Great, I was already afraid I had to do two upgrades. After dumping the postgresql Database (I even thought about this) I rebooted using the DVD and it started to search for previous installations. It found a Fedora 14 installation and said that it cannot upgrade Fedora 14 to Fedora 17. Just as I expected it. Now Silvio was so nice to burn a Fedora 16 DVD and I started the Fedora 16 upgraded but this time the installer did not even offer the possibility to upgrade and the only possibility was a new installation. After using the shell the installer offers on another VT I found out that we have to many partitions. Not sure what the installer exactly does but it was not able to handle a separate partition for /var and /var/lib which we have been using. It was not able to find the RPM database and aborted the upgrade process. So I increased the size of the LV containing / and copied /var,/var/lib and /usr (because of UsrMove) to the / partition and finally the upgrade could start. After the upgrade finished I inserted the Fedora 17 DVD this upgraded finished without any problems.
After rebooting in the freshly upgraded Fedora 17 I saw that the upgraded to systemd did not went as smooth as is should have been. All service which were converted to systemd unit files were stopped and disabled. Only the jabber server was running (which is my package and has not been converted to systemd (but it will be for Fedora 18)). So I checked all the configuration files and started and enabled one service after another (has been a good systemd training).

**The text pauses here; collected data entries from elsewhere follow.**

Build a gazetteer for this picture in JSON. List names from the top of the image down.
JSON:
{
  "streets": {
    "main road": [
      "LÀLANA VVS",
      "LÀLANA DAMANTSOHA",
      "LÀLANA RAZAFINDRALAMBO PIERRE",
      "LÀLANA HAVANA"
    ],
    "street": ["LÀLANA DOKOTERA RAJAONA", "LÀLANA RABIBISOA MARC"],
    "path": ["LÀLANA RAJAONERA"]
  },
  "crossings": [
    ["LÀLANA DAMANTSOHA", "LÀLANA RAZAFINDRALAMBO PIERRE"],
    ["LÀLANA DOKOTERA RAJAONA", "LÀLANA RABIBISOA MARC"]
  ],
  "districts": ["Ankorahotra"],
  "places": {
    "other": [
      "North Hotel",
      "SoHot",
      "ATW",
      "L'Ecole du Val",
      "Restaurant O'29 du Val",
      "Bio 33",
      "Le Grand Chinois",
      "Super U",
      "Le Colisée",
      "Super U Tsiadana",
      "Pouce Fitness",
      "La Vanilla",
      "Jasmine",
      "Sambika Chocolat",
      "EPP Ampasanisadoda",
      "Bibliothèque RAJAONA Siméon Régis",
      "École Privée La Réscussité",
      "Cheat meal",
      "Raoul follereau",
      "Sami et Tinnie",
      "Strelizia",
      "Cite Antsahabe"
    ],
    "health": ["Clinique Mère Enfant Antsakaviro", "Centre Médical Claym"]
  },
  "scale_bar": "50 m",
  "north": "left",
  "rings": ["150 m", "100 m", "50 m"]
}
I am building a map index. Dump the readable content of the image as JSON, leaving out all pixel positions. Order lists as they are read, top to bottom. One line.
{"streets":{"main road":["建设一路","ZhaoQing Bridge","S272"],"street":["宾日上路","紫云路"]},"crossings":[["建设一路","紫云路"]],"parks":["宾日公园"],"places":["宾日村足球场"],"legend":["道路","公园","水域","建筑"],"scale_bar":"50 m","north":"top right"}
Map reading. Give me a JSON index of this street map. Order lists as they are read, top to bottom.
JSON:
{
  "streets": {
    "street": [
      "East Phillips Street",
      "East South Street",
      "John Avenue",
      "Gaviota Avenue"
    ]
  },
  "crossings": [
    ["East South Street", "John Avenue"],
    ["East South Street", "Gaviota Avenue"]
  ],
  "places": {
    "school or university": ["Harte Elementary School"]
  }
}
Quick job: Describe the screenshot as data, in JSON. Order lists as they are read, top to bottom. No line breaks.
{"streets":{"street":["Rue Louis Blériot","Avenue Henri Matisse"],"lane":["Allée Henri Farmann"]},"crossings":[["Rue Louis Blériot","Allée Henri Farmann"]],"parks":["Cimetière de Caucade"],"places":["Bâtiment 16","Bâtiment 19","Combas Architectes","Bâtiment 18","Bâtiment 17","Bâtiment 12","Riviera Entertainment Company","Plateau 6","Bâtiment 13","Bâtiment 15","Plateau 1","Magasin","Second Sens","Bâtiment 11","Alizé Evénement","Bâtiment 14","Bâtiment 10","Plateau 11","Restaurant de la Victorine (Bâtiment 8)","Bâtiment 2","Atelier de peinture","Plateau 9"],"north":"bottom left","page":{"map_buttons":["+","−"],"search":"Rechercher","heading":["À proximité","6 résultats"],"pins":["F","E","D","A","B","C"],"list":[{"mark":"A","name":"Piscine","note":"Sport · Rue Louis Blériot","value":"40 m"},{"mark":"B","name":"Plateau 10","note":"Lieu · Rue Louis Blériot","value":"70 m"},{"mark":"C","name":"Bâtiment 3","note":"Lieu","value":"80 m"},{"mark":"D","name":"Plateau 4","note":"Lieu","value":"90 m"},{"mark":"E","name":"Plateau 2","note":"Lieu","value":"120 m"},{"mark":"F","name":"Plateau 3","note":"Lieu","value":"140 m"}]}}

After 6 hours most services were running again and the mirror server was happily serving files.
Today I also upgraded my notebook from Fedora 16 to Fedora 17. Using the Fedora 17 DVD from above it upgraded the system without any obvious problems. After rebooting into Fedora 17 I inserted my notebook back into the docking station (two external monitors connected via DVI) and was shocked that the monitors were no longer detected. The gnome-shell process was using 150% of the CPU and the CPU temperature was around 98°C (usually around 55°C). So at first I panicked and wanted Fedora 16 back but then I found at that all I needed was an updated xorg-x11-drv-intel. After a yum update --enablerepo=updates-testing xorg-x11-drv-intel-2.19.0-5.fc17 everything was back as good as Fedora 16 (and better of course).